**Directions:** Below are some records; find each line that carries the word "absolute" and copy it.

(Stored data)
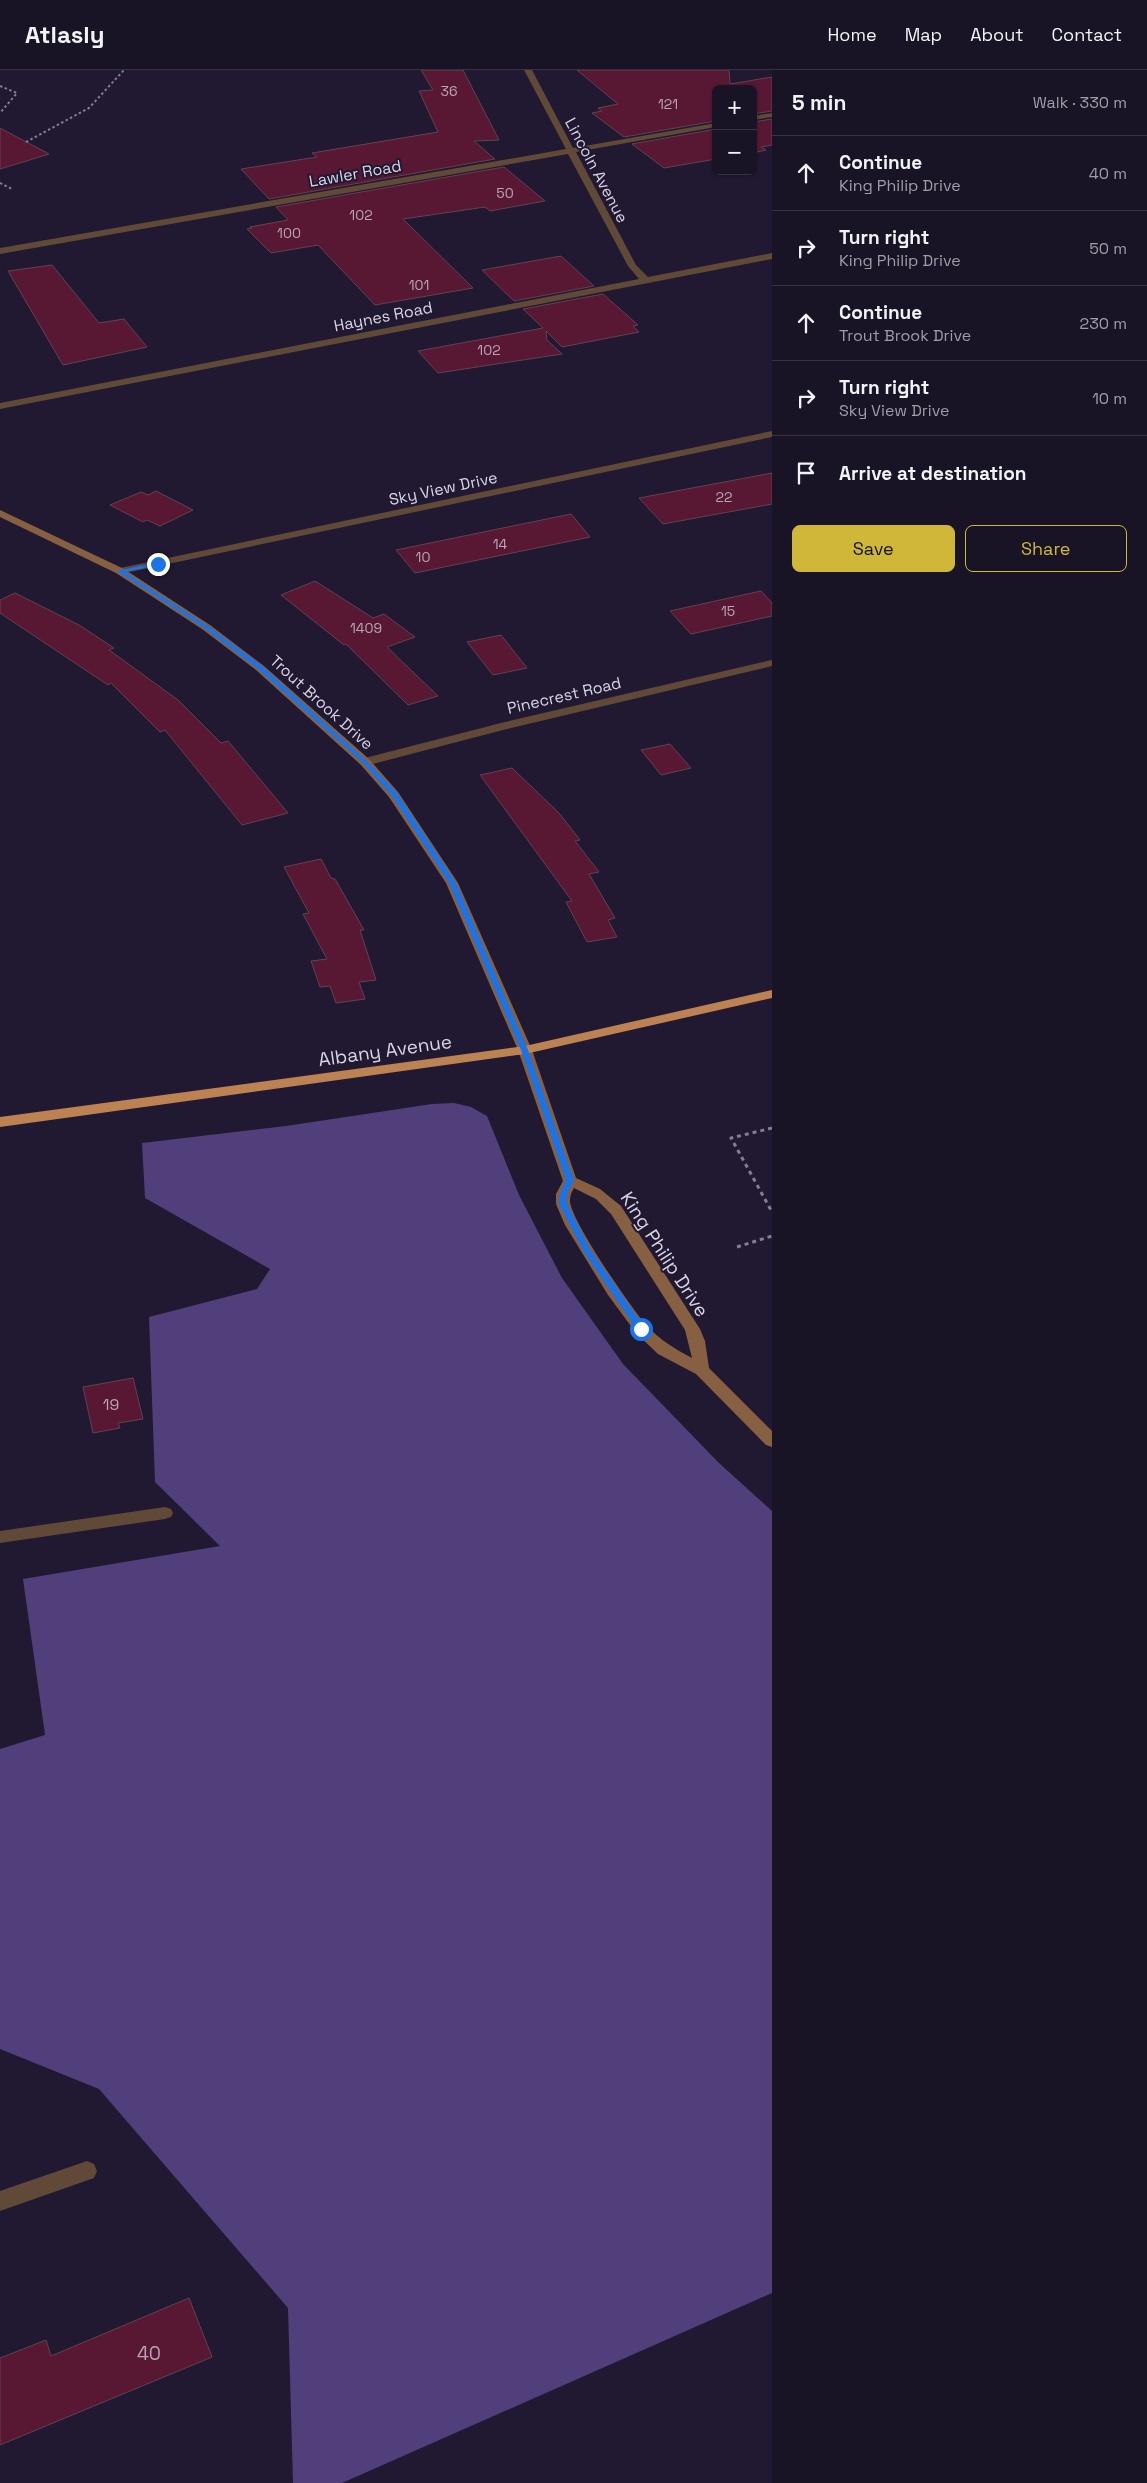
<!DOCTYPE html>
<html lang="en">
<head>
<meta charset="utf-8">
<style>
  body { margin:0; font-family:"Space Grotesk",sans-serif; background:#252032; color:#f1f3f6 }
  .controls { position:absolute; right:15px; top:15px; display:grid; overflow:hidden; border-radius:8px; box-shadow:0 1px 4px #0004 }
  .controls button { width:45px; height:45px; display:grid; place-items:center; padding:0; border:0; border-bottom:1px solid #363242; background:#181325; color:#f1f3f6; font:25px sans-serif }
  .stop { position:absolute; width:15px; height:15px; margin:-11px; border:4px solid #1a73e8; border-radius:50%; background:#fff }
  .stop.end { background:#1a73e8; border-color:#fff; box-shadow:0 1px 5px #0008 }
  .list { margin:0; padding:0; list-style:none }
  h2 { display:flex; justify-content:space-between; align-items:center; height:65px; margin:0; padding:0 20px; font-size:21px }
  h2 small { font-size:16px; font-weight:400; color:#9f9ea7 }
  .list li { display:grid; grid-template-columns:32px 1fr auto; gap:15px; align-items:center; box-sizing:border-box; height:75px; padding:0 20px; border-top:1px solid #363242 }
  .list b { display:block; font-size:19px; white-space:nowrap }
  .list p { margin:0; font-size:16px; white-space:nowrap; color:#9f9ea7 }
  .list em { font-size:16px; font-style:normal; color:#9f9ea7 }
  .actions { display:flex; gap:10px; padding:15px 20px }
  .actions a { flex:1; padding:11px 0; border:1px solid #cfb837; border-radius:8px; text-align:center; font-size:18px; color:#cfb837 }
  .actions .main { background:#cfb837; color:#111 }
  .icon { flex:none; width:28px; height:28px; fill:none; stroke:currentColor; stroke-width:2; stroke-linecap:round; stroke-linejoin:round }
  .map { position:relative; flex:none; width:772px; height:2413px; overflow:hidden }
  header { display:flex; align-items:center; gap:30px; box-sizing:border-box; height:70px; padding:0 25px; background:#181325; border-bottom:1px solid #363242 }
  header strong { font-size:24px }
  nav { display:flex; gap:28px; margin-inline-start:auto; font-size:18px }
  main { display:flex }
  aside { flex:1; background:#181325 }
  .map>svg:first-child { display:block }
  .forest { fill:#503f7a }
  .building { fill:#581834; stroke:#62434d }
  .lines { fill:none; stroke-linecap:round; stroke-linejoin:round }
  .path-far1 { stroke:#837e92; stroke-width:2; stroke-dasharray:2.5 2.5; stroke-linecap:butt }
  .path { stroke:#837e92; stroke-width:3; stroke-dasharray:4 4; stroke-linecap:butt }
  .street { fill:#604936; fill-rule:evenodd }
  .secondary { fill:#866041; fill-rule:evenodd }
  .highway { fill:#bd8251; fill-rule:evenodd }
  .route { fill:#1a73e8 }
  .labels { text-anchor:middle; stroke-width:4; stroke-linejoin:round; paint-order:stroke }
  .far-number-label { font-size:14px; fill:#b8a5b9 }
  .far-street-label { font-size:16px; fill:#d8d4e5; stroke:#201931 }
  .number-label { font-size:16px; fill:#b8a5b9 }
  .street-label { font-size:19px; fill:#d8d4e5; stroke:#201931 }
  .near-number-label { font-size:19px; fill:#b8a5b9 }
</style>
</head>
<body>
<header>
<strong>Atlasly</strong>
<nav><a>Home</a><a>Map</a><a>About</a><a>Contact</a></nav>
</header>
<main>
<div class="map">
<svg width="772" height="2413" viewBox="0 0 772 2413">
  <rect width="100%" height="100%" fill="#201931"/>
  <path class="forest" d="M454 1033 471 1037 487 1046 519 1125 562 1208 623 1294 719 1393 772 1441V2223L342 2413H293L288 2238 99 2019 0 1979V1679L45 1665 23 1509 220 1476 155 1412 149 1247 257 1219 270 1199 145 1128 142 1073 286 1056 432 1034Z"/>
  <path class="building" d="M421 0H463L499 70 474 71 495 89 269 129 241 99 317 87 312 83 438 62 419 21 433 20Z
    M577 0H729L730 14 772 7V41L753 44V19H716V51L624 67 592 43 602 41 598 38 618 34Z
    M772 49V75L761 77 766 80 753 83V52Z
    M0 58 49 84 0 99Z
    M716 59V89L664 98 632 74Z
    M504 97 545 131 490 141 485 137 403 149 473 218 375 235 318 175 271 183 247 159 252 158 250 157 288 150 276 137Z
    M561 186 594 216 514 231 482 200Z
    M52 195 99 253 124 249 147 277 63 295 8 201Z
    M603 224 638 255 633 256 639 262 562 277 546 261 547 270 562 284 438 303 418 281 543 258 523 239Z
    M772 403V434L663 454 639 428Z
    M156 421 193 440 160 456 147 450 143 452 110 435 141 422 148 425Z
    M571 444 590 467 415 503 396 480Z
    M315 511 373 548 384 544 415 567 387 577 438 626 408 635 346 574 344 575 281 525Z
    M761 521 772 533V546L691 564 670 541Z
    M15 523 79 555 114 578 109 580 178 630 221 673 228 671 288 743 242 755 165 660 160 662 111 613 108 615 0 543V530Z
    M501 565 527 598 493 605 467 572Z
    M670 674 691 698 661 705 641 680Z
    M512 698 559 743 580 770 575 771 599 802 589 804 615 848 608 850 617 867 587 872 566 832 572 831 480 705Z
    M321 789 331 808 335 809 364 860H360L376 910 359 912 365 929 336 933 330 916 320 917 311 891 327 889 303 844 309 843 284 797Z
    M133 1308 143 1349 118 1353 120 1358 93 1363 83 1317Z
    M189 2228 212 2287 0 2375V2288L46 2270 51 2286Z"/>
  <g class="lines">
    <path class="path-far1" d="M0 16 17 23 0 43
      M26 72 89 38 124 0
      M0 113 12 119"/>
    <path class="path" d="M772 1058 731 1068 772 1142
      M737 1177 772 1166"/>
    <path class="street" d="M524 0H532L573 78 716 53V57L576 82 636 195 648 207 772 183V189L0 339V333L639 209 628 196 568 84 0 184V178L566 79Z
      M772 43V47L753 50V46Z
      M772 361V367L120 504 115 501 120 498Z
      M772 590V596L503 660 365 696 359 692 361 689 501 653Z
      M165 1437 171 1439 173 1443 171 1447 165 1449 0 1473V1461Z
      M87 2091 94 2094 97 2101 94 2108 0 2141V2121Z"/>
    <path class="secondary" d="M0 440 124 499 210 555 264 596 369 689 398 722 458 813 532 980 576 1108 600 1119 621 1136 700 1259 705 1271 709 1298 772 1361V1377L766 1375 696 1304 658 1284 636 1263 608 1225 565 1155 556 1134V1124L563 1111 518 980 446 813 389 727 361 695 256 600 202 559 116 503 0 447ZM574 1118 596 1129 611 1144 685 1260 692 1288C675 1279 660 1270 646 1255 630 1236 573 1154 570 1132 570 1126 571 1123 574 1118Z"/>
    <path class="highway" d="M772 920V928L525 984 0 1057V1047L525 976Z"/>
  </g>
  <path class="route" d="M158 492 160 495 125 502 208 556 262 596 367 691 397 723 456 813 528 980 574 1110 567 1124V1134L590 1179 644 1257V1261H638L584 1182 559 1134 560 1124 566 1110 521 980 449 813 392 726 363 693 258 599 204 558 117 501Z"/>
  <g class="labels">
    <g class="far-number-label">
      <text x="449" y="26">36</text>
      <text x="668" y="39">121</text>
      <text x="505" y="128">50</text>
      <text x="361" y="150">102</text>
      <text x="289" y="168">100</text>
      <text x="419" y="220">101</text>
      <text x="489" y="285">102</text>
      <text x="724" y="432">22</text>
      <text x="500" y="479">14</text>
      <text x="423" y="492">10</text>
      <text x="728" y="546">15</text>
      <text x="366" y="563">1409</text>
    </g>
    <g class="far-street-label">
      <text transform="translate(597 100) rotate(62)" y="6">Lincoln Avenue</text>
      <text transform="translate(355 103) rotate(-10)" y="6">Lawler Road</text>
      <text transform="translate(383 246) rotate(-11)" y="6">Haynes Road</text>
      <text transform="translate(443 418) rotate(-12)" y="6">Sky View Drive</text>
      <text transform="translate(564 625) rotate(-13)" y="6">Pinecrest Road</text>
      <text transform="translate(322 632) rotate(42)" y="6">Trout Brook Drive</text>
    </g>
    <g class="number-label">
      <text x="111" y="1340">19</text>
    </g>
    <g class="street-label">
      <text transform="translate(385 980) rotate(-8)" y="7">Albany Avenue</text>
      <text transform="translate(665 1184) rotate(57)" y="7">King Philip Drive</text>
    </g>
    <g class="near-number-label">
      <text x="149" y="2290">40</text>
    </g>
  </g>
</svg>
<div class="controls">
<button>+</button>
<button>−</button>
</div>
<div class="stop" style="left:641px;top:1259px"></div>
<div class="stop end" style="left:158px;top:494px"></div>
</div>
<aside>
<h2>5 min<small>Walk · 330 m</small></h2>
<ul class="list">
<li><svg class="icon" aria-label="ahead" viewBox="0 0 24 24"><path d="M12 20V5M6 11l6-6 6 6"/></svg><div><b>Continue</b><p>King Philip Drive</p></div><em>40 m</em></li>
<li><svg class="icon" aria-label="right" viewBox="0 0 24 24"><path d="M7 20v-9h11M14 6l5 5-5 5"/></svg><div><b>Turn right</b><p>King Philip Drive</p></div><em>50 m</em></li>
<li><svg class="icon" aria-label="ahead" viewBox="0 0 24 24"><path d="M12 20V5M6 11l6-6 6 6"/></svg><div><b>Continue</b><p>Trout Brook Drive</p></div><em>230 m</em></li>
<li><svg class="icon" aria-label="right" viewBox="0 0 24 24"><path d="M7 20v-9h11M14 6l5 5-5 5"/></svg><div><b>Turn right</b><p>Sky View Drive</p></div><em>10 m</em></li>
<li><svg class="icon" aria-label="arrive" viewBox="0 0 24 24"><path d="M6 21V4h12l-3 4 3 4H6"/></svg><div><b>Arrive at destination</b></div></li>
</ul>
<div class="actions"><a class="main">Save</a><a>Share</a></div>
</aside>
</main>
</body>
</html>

**Answer for this exercise:**
  .controls { position:absolute; right:15px; top:15px; display:grid; overflow:hidden; border-radius:8px; box-shadow:0 1px 4px #0004 }
  .stop { position:absolute; width:15px; height:15px; margin:-11px; border:4px solid #1a73e8; border-radius:50%; background:#fff }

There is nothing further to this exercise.